**Prompt**
Below is some material. Set down exactly the line where "la<br>Ligne des Bambous</span>" appears and all lines after it, and stop at the last line.

**Task data**
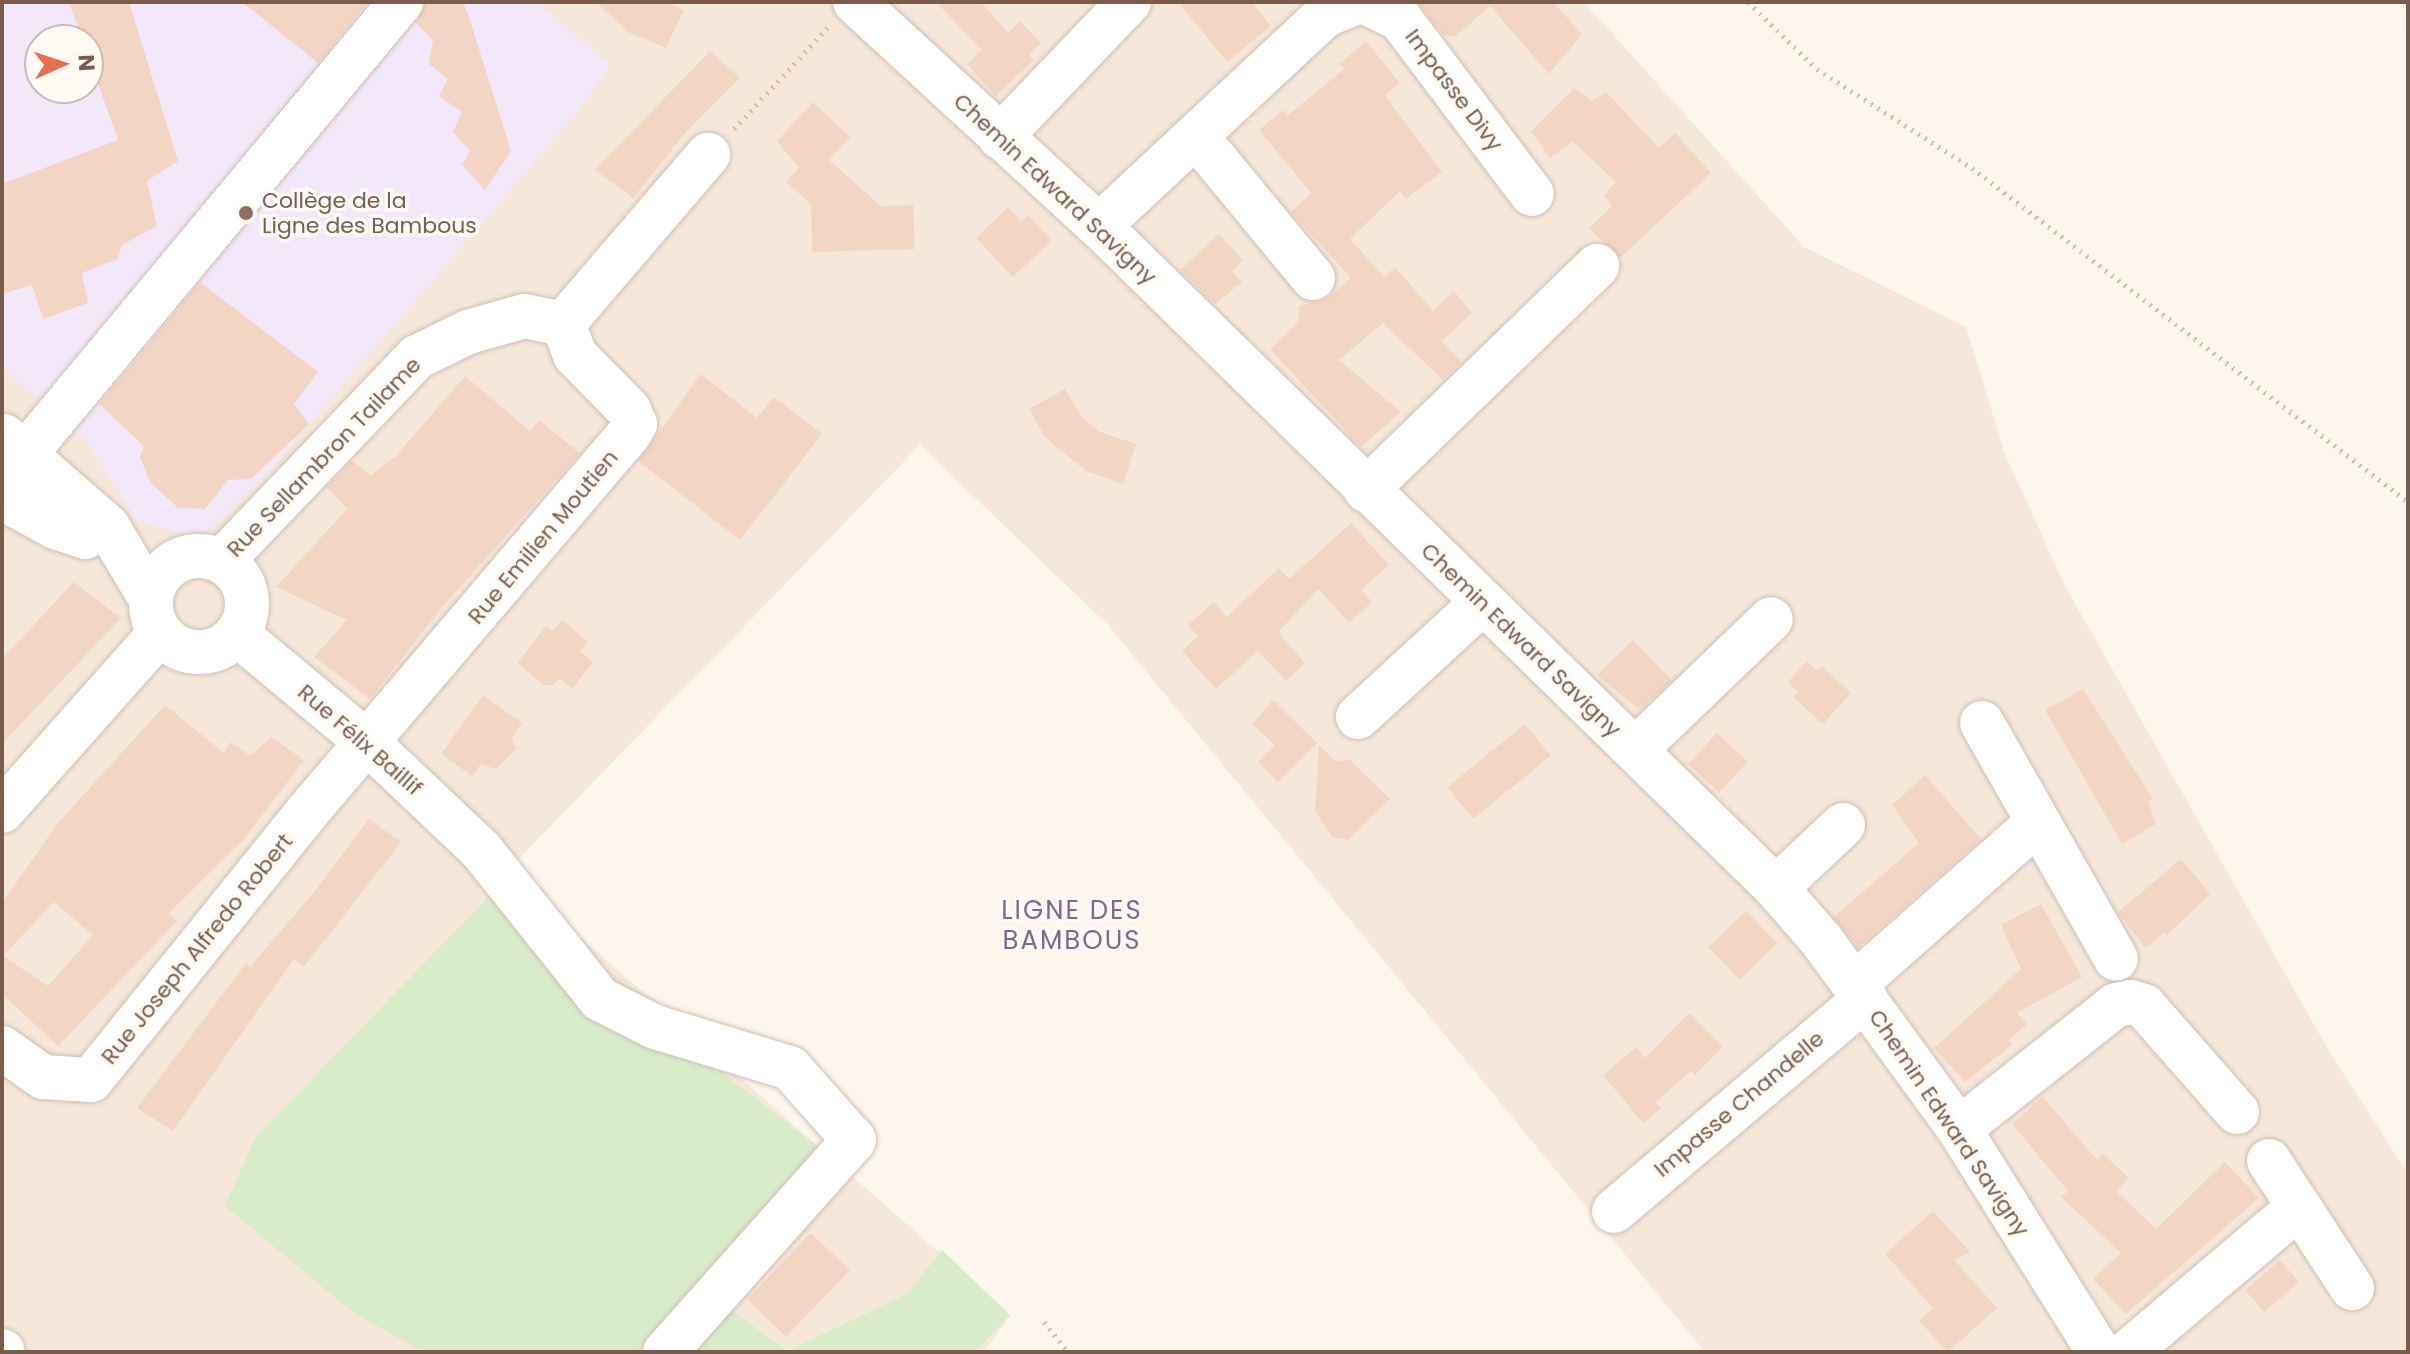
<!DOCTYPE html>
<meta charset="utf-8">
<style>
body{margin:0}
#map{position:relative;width:2410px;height:1354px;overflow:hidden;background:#fdf6ec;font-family:Poppins,sans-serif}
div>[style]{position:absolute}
.residential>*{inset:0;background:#f5e8da}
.education>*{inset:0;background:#f3e8fa}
.green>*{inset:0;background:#d8ecc9}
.building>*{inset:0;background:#f3d5c3;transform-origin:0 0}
.path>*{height:5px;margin-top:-2.5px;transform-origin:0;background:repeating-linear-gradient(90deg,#d9b8a5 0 2px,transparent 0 8px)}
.roads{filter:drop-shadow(0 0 2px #d1beb0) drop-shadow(0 0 2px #d1beb0)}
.minor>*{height:44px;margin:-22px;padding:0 22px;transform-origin:22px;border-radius:22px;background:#fff}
.minor>.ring{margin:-22px;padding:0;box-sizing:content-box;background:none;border:44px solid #fff;border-radius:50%}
.dots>*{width:22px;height:22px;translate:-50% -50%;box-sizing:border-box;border:4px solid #fffaf3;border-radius:50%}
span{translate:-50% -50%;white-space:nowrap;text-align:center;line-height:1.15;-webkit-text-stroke:7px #fffaf3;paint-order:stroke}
.street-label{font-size:22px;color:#7a5c4d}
.education-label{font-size:22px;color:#785e54}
.left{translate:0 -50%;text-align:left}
.quarter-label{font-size:26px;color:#846695;letter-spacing:2px}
.frame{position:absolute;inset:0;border:4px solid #7a5c4d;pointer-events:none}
.north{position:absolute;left:24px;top:24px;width:80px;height:80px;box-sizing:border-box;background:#fffaf3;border:2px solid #cabbb1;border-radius:50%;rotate:87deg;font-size:22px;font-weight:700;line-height:32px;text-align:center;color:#7a5c4d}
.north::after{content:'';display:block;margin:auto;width:28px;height:36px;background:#e76f51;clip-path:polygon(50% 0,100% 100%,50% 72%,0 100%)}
</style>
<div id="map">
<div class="residential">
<div style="clip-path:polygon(evenodd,2px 2px,1584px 2px,1804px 247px,1966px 327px,2005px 454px,2065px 586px,2329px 1051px,2408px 1174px,2408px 1352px,1705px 1352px,1108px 625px,920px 445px,506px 872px,1010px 1315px,984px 1352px,2px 1352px,2px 2px,40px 40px,88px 40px,88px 88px,40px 88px,40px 40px)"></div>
</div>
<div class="education">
<div style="clip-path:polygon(evenodd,2px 2px,537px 2px,610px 66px,576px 113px,268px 472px,216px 525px,193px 538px,137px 520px,85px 439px,2px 368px,2px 2px,40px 40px,88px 40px,88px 88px,40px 88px,40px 40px)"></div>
</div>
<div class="green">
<div style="clip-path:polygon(491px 894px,826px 1153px,706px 1291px,787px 1351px,907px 1294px,942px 1250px,1010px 1315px,974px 1352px,424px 1352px,355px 1314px,225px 1206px,255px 1138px)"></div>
</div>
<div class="building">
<div style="clip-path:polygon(69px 2px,129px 2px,178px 161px,147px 181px,157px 226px,122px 245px,117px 259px,82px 273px,88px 303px,43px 319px,32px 285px,2px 294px,2px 184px,118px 140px,88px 55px,88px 40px,83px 40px)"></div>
<div style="clip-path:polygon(242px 2px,368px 2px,318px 63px)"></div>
<div style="clip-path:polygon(425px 2px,463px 2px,469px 17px,511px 151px,485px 190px,462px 165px,470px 151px,453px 132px,462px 112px,439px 96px,448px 79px,429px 64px,433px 40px,416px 23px)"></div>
<div style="clip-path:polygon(596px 2px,667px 2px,684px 10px,666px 48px,628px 32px)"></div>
<div style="clip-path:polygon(936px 2px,981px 2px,1008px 33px,1020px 21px,1041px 43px,1029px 55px,1034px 60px,996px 96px,967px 64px,982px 50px)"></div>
<div style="clip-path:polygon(1178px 2px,1252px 2px,1271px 26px,1227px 62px)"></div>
<div style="clip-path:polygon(1418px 2px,1553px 2px,1582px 34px,1549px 74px,1490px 6px,1455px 37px,1443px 35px)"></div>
<div style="clip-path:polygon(1366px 41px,1400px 83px,1385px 95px,1442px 172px,1406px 199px,1400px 191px,1350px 239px,1384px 277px,1395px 267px,1433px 311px,1454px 291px,1472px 313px,1442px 341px,1462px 362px,1443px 380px,1383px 323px,1339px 360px,1401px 412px,1361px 447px,1270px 349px,1299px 321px,1299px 306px,1328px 298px,1351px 278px,1291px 212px,1311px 193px,1259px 130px,1283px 110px,1287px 116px,1344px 69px,1339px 64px)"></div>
<div style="clip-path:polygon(710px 51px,740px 78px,687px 131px,633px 198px,595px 170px)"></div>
<div style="clip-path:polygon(1574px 88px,1592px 101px,1606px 92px,1659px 148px,1675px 133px,1711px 173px,1620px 258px,1589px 228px,1612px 206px,1604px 195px,1616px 182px,1573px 142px,1550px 158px,1531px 131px)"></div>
<div style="clip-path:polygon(813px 102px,850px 137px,829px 160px,881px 206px,913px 205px,915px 249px,812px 252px,811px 204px,786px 182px,799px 168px,777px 141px)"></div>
<div style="clip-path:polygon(1008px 207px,1022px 221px,1028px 215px,1052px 240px,1013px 277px,976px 238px)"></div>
<div style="clip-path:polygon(1219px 234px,1243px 260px,1232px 271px,1242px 282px,1215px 304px,1180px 270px)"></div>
<div style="clip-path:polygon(200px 282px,318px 372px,294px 404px,309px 424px,251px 479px,228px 480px,205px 509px,178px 508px,150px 482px,140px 457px,144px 446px,99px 404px)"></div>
<div style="clip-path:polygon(701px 374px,757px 418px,774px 397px,822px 434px,740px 540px,638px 461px)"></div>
<div style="clip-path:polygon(465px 376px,530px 431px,539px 420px,580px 453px,444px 605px,370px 699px,314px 657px,347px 620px,276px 587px,347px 509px,327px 487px,352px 461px,371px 475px,396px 456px)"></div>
<div style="clip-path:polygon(1065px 389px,1082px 417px,1100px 432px,1136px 444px,1123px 484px,1086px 471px,1045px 437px,1029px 409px)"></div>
<div style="clip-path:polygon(1351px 523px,1389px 565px,1361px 590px,1372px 602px,1349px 623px,1319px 589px,1278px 632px,1305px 663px,1286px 681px,1258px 651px,1216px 689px,1182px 651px,1198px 636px,1188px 625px,1214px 602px,1227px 617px,1279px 568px,1289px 579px)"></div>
<div style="clip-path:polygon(74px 582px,121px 618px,2px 744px,2px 659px)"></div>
<div style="clip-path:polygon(562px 620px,588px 642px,580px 651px,593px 662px,572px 689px,560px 678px,554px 685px,544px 685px,517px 663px,546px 626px,552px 631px)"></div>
<div style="clip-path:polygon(1633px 640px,1672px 680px,1640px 710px,1597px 675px)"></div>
<div style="clip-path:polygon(1807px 661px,1817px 671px,1822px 666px,1851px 693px,1823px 724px,1793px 697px,1798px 692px,1788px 682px)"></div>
<div style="clip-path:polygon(2083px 689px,2153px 799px,2148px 801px,2156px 824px,2122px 844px,2045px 710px)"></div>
<div style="clip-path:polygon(483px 695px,522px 723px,512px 738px,516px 749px,496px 769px,481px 764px,472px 776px,441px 754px)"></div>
<div style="clip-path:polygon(1273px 700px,1317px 743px,1278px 782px,1258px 762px,1275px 745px,1252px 724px)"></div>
<div style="clip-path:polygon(evenodd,165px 705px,224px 753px,231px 742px,250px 756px,271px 737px,304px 760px,245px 838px,168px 914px,177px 921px,58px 1046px,2px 994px,2px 903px,58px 823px,165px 705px,54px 902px,93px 935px,48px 986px,3px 956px,54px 902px)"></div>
<div style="left:1525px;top:724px;width:41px;height:100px;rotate:51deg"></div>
<div style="left:1717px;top:733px;width:42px;height:42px;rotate:43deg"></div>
<div style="clip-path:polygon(1319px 745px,1335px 761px,1350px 760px,1390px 799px,1348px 840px,1332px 837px,1315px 811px)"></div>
<div style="clip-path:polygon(1925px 775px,1981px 839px,1858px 948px,1834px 917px,1919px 843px,1892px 805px)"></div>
<div style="clip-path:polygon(369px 819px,401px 842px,304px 967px,294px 959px,173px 1131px,137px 1108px,246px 963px,250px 967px,315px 891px)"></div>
<div style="clip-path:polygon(2181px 859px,2210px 894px,2166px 936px,2164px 933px,2145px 948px,2118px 912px)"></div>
<div style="clip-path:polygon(2041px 904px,2082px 977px,2017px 1013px,2027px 1024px,2009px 1040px,2013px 1044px,1965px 1082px,1934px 1048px,2021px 969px,2001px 925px)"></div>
<div style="left:1746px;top:911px;width:45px;height:52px;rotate:46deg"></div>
<div style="clip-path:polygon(1689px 1013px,1723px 1047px,1695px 1075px,1691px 1071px,1656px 1102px,1661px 1108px,1643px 1123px,1603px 1075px,1636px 1047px,1645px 1058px)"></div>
<div style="clip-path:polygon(2043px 1097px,2097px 1160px,2103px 1154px,2129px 1178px,2116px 1191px,2156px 1229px,2225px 1162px,2259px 1198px,2126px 1314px,2093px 1279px,2121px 1253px,2061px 1197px,2068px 1191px,2012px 1124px)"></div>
<div style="clip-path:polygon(1933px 1211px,1970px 1252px,1954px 1260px,1997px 1308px,1948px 1352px,1919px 1321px,1933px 1308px,1885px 1254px)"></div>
<div style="left:811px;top:1233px;width:54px;height:92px;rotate:44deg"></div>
<div style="left:2280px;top:1260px;width:29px;height:46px;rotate:49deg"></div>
</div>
<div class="path">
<div style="left:1748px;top:2px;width:96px;rotate:44.2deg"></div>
<div style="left:1817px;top:69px;width:184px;rotate:32.6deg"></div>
<div style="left:1972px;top:168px;width:549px;rotate:37.45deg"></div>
<div style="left:734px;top:129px;width:142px;rotate:-47.3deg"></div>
<div style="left:1044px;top:1322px;width:38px;rotate:51deg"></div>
</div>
<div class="roads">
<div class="minor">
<div style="left:855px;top:2px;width:331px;rotate:42.6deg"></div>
<div style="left:1099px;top:226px;width:947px;rotate:44.36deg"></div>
<div style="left:1776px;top:888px;width:70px;rotate:49deg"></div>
<div style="left:1822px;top:941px;width:233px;rotate:53.9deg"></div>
<div style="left:1959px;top:1129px;width:263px;rotate:57.9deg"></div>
<div style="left:1365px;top:2px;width:39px;rotate:26deg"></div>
<div style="left:1400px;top:19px;width:219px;rotate:53deg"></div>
<div style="left:1196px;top:136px;width:184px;rotate:50.5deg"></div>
<div style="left:1000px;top:137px;width:187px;rotate:-46.3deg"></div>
<div style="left:1099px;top:226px;width:309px;rotate:-43deg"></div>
<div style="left:1325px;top:15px;width:35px;rotate:-22deg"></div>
<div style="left:563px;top:324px;width:223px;rotate:-49.4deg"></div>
<div style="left:4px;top:436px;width:138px;rotate:41.2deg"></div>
<div style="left:108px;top:527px;width:84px;rotate:59.2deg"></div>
<div style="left:26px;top:453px;width:587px;rotate:-50.26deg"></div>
<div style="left:2px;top:484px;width:27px;rotate:56deg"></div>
<div style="left:17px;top:506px;width:43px;rotate:28.9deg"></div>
<div style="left:55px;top:527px;width:32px;rotate:18deg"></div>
<div style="left:85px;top:537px;width:23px;rotate:-47deg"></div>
<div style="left:1366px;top:490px;width:322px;rotate:-44.1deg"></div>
<div class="ring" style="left:151px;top:556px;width:52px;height:52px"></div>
<div style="left:222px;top:561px;width:282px;rotate:-46.3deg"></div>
<div style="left:417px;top:357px;width:57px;rotate:-26.1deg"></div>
<div style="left:468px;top:332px;width:59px;rotate:-15.7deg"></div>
<div style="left:525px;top:316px;width:39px;rotate:12deg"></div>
<div style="left:237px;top:634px;width:173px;rotate:39.8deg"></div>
<div style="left:370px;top:745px;width:153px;rotate:43.4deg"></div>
<div style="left:481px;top:850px;width:191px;rotate:51.4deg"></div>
<div style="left:600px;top:999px;width:62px;rotate:27deg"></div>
<div style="left:655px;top:1027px;width:141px;rotate:16.9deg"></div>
<div style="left:790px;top:1068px;width:96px;rotate:48.4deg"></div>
<div style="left:854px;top:1140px;width:284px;rotate:131.7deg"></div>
<div style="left:1358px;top:717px;width:167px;rotate:-42.6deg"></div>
<div style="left:1982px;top:723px;width:271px;rotate:60.4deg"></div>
<div style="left:1636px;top:749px;width:187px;rotate:-43.9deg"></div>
<div style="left:2px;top:811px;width:238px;rotate:-48.4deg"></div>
<div style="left:1776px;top:888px;width:92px;rotate:-43.2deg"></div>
<div style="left:1854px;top:985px;width:246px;rotate:-41.5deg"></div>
<div style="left:2px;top:1048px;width:50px;rotate:35.3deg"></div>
<div style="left:43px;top:1077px;width:48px;rotate:3.6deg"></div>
<div style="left:91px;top:1080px;width:355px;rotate:-51.1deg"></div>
<div style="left:314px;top:804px;width:486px;rotate:-49.6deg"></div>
<div style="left:629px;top:434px;width:12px;rotate:-59deg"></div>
<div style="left:635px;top:424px;width:15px;rotate:-113deg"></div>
<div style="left:629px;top:410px;width:77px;rotate:-134.5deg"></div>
<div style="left:575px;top:355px;width:33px;rotate:-111deg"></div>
<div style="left:1959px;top:1129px;width:200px;rotate:-38.3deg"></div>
<div style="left:2116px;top:1005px;width:15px;rotate:-11deg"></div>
<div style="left:2131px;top:1002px;width:14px;rotate:17deg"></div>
<div style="left:2144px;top:1006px;width:141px;rotate:48.7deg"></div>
<div style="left:2269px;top:1161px;width:152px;rotate:56.8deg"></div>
<div style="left:1614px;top:1211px;width:329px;rotate:-40.2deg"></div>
<div style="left:2px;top:1351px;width:1px;rotate:45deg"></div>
<div style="left:2128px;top:1352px;width:224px;rotate:-40.3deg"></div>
</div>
</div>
<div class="dots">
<div style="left:246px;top:213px;background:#8d6e63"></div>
</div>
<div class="street-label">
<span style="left:1454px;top:90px;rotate:53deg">Impasse Divy</span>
<span style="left:1055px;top:189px;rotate:43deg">Chemin Edward Savigny</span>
<span style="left:324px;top:457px;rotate:-46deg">Rue Sellambron Tailame</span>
<span style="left:543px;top:537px;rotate:-50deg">Rue Emilien Moutien</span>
<span style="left:1521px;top:640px;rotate:44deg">Chemin Edward Savigny</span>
<span style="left:360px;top:740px;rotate:41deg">Rue Félix Baillif</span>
<span style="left:197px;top:949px;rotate:-51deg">Rue Joseph Alfredo Robert</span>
<span style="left:1739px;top:1104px;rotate:-40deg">Impasse Chandelle</span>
<span style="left:1949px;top:1123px;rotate:56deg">Chemin Edward Savigny</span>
</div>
<div class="education-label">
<span class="left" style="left:262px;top:213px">Collège de la<br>Ligne des Bambous</span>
</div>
<div class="quarter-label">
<span style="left:1072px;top:926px">LIGNE DES<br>BAMBOUS</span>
</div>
<div class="frame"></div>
<div class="north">N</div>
</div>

**Task output**
<span class="left" style="left:262px;top:213px">Collège de la<br>Ligne des Bambous</span>
</div>
<div class="quarter-label">
<span style="left:1072px;top:926px">LIGNE DES<br>BAMBOUS</span>
</div>
<div class="frame"></div>
<div class="north">N</div>
</div>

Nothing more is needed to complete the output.